A pioneer in life and in politics - comment - A pioneer in life and in politics
June 07, 2007
By Haroon Siddiqui
KUALA LUMPUR–She created history in 1999 by becoming the first female leader of a political party in Malaysia.
Dr. Wan Azizah inherited the job, as had several others in Asia: India's Indira Gandhi, daughter of a prime minister; Sri Lanka's Sirimavo Bandaranaike, wife of an assassinated prime minister, and her daughter, Chandrika Kumaratunga; the Philippines' Cory Aquino, widow of an opposition leader shot dead upon arrival from exile; Benazir Bhutto, daughter of a hanged Pakistani prime minister; Bangladesh's Hasina Wajed, daughter of an assassinated president, and Khaleda Zia, also wife of an assassinated president.
"I thanked God that at least my husband was alive," Azizah told me, recounting her meeting with Aquino in Manila, after Anwar Ibrahim had been sacked as deputy prime minister and jailed in 1998.
Aquino, as anchored in her Catholicism as Azizah in her Islam, was "very welcoming, almost motherly, and gave me moral support and advice."
Azizah, however, is unique in this dynastic circle. She wears a hijab and had a career of her own.
An ophthalmologist – gold medalist from the Royal College of Surgeons in Dublin – she quit her practice in 1992 to become "a reluctant political wife."

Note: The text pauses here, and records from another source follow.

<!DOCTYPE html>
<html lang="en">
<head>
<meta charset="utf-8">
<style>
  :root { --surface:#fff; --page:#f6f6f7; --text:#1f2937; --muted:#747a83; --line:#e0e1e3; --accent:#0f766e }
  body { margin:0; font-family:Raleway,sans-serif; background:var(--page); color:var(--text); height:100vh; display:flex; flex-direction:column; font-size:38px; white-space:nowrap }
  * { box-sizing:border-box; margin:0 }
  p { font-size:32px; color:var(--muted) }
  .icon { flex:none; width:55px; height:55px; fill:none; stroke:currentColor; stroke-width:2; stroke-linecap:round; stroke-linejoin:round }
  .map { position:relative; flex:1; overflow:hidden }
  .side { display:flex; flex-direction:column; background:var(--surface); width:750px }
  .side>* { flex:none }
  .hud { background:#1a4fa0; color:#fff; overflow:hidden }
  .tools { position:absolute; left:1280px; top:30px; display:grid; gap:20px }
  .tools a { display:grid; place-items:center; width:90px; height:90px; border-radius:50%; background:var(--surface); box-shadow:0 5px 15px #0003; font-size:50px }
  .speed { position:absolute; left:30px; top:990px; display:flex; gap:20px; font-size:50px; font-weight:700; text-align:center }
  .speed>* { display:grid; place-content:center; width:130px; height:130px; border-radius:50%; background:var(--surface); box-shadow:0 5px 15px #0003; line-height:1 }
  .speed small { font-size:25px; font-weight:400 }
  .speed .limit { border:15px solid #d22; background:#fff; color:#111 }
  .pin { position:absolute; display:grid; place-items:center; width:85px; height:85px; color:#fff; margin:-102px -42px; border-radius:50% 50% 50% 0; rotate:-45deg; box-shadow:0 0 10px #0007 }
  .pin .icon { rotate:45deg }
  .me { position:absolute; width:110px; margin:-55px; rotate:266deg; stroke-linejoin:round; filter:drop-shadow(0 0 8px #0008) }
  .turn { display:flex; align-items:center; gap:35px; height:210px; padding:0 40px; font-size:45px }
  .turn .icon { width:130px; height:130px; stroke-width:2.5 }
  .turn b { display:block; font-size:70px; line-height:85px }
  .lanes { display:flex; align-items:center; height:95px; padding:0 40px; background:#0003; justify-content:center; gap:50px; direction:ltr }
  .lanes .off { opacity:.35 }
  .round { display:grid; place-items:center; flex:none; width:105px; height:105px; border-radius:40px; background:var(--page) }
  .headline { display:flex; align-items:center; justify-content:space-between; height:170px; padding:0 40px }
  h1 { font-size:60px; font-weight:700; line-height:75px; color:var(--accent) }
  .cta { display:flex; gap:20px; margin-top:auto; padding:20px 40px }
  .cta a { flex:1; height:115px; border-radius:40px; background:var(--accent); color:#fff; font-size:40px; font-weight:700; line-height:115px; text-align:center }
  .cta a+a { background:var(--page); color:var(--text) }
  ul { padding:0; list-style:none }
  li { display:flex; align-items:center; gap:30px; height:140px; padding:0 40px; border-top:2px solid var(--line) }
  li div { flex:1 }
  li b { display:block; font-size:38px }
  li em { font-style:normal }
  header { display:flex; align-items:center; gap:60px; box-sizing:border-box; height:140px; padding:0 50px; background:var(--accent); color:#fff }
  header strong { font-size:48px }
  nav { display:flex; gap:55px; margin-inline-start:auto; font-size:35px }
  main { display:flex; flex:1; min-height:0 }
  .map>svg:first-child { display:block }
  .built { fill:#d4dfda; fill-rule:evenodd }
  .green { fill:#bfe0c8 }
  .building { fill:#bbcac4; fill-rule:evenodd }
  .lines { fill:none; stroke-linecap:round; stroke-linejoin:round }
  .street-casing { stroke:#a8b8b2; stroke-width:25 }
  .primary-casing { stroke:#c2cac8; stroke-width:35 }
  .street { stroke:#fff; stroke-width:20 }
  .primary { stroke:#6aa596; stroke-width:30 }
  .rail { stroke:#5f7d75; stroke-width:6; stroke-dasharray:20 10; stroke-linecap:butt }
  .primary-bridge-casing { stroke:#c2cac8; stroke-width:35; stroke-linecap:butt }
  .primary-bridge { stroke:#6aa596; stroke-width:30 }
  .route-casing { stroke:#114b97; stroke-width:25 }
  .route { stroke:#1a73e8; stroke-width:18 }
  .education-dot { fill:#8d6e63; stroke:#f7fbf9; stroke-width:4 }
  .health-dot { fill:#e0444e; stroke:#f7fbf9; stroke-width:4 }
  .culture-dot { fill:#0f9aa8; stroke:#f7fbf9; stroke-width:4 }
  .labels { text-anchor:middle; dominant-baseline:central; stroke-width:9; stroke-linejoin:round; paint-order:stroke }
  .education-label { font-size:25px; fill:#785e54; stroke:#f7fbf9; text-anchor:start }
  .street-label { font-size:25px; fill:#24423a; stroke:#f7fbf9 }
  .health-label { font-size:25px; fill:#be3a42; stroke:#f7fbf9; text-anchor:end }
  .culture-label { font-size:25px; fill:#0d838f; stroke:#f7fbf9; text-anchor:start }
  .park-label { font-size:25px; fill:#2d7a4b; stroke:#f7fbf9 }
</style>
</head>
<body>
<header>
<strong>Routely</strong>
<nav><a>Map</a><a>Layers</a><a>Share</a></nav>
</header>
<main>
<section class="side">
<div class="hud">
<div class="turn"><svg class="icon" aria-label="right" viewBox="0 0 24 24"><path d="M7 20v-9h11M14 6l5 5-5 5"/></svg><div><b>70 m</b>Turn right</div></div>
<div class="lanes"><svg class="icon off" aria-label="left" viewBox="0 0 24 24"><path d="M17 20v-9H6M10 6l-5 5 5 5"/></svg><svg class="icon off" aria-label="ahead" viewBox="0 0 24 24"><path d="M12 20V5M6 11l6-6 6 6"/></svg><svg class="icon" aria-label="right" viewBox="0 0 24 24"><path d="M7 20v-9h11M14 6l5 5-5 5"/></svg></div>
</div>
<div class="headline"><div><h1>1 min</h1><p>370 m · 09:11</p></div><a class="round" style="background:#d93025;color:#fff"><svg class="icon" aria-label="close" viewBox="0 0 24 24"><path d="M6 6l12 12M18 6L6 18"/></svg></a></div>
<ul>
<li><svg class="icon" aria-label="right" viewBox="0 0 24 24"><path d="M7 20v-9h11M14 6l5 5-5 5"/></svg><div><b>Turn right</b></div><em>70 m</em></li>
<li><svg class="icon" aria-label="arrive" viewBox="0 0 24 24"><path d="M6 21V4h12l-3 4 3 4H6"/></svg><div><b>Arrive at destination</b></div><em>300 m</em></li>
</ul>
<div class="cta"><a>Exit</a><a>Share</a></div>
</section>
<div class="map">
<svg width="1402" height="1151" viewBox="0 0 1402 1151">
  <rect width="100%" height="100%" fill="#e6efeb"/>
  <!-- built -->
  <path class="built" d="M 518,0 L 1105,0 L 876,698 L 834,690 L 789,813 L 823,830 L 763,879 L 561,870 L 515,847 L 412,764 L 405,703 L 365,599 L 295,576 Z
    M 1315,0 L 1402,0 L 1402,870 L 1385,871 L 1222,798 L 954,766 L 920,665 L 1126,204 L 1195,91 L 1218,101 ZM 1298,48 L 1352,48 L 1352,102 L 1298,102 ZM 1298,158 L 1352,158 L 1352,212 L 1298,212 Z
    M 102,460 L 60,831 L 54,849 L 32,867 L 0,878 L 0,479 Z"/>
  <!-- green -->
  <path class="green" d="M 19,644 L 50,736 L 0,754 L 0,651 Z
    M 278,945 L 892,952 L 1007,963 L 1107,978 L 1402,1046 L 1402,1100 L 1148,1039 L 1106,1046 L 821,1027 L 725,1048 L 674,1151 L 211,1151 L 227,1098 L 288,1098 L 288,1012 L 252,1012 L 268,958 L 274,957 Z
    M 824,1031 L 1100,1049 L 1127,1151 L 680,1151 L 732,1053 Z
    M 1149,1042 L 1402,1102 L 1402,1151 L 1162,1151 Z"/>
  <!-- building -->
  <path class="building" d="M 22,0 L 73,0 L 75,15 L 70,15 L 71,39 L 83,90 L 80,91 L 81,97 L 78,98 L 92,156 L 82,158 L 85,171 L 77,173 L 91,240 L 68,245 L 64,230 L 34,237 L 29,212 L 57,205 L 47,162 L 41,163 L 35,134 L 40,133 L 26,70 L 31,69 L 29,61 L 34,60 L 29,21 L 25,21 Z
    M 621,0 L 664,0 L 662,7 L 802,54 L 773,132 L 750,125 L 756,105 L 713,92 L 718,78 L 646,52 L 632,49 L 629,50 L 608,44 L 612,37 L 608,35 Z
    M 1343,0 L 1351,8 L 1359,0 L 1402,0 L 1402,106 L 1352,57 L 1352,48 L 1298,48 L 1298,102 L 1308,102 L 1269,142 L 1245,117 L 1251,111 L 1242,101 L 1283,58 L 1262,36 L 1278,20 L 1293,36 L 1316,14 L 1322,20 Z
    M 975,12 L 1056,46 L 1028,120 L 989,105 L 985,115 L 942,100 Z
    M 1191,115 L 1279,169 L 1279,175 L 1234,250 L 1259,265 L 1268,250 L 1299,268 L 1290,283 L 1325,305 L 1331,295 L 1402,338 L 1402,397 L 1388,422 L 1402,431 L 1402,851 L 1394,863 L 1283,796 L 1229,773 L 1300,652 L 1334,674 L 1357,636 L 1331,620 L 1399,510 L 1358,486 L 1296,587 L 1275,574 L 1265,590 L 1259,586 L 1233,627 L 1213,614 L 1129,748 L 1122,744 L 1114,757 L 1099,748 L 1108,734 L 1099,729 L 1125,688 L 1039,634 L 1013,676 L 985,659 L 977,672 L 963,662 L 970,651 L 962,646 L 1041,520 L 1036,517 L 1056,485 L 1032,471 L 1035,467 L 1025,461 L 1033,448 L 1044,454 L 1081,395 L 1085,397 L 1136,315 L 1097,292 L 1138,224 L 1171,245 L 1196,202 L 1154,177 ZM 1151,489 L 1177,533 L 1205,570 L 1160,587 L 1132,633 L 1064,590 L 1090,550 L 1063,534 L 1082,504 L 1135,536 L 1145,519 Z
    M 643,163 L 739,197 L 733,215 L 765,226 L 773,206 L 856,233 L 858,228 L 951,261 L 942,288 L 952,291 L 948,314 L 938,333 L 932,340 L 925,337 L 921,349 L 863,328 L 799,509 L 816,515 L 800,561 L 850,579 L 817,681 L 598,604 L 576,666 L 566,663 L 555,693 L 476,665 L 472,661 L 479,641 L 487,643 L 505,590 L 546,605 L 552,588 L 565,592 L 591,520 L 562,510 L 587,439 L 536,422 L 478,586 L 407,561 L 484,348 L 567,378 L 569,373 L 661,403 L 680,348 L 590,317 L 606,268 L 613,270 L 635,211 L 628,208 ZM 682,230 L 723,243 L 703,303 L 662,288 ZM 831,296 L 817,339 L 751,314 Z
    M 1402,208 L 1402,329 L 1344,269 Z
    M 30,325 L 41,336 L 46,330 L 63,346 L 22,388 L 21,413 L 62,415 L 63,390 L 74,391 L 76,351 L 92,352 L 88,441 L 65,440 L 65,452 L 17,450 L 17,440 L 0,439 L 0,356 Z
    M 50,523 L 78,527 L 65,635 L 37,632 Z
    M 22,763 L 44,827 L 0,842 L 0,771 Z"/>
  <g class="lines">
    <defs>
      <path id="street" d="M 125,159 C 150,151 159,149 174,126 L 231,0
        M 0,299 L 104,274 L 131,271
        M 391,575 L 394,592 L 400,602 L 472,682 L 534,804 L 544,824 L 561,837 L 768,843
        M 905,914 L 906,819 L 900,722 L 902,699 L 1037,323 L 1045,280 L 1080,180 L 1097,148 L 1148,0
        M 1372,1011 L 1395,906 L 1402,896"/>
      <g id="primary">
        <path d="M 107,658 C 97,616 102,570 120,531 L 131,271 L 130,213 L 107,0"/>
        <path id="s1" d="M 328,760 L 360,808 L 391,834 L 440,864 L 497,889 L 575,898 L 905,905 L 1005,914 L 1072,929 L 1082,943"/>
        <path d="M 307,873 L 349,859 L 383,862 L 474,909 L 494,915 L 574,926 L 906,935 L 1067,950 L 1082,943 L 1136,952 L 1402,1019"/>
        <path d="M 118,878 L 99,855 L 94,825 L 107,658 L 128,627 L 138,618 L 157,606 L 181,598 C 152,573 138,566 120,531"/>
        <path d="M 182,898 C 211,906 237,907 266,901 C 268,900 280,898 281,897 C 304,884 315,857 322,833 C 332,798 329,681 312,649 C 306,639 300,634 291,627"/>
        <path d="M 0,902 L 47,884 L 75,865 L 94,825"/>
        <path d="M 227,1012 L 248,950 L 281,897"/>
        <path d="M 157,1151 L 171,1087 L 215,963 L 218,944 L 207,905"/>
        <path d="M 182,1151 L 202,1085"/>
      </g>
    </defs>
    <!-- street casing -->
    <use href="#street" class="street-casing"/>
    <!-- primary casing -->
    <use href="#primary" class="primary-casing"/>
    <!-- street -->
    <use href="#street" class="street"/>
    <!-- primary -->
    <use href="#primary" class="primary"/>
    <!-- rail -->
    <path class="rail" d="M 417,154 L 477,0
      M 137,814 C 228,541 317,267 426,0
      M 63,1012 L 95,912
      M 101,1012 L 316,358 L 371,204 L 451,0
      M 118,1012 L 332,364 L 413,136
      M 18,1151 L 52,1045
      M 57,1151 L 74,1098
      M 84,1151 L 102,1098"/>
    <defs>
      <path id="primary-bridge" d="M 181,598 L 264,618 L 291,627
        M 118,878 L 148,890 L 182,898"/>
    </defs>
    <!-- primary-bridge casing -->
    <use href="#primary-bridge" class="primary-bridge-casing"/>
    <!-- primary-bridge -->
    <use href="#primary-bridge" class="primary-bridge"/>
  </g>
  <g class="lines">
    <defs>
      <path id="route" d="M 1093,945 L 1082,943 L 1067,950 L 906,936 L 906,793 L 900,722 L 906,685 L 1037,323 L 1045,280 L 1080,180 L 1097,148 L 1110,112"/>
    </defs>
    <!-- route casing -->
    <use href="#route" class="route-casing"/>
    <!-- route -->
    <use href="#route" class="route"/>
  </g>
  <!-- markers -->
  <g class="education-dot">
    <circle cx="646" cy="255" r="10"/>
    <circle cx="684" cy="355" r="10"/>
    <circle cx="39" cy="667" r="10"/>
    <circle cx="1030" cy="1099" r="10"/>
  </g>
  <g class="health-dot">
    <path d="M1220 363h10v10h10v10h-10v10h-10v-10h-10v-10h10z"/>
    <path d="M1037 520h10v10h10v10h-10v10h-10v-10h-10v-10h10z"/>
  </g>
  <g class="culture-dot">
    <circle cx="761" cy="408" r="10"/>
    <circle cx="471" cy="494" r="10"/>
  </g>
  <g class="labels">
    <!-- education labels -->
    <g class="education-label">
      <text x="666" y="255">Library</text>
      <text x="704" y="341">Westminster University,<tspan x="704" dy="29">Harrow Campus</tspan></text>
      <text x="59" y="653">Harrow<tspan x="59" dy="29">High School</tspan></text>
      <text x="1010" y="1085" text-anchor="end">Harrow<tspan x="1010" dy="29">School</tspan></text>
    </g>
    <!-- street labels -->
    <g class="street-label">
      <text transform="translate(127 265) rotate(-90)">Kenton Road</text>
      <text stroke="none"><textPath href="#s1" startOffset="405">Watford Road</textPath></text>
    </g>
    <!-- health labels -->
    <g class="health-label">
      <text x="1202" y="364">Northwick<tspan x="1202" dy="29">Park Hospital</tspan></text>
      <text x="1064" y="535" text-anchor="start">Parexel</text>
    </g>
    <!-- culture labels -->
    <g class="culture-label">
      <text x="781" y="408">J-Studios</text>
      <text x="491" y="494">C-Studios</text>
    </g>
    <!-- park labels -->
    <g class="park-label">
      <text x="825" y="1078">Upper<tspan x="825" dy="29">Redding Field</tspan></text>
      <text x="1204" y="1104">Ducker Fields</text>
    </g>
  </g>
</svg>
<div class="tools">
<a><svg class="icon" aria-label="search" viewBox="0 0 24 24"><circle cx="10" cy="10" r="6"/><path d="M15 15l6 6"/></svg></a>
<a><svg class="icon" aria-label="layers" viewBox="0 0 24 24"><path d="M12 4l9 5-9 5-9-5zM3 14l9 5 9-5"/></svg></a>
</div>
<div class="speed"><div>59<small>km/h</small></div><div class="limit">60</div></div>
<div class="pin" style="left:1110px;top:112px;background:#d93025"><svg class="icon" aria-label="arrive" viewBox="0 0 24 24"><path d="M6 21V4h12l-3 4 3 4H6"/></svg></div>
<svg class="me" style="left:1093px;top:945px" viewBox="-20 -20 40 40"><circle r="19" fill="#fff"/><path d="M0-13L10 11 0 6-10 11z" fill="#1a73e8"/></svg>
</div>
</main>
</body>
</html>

Six years later, Anwar was fired, mainly for challenging his boss, strongman Mohammed Mahathir.
"Police raided and ransacked our house and took him away.
"The next day, a friend called, `I must see you, I must see you,' and came over to tell me that Anwar had been beaten ... in custody and may have died.
"We were not allowed to see him. I saw him only when the rest of the world did," nearly a week later, in court with a black eye and bruises.
Azizah, then 47, inherited his reformasi movement. "I had a husband in jail and six young children. I felt that as a Muslim woman, I must have the strength and resolve to fight injustice."
She formed the multi-racial National Justice Party. Against high odds – little media access, a questionable electoral roll and election irregularities – the party garnered 11.2 per cent of the vote in the 1999 election and won five seats, including hers.
In the 2004 election, with the new prime minister, Abdullah Badawi, sweeping the polls, Azizah's was the only seat her party retained. She beat the imam of the National Mosque, parachuted into her riding to unseat her.
Anwar has since been released but remains barred from politics until next April. Last weekend, Azizah was re-elected party leader.
Being in opposition in Malaysia is tough. The family is monitored, and "people shun us because if they come and see us, they get harassed and lose power and perks. Nobody wants to rent office space to our party. Our political rallies are disrupted."
As with her politics, Azizah was a pioneer with the hijab.
Her mother, the wife of a top Malaysian secret police official, did not wear one. Azizah went to a Catholic convent – "we recited the Lord's Prayer all the time." When in Ireland, "the hijab was given to me by a Dutch convert in 1973. I have worn it since."
Her five daughters wear it as well – as also an increasing number of Malaysian women. It is an individual choice, says Azizah, who does wear lipstick and shake men's hands.
"I hope I project an image of Islam that's compatible with modernity – that Muslim women can be educated, can stand on their own, face the odds and fight oppression. If I've achieved that, I am happy."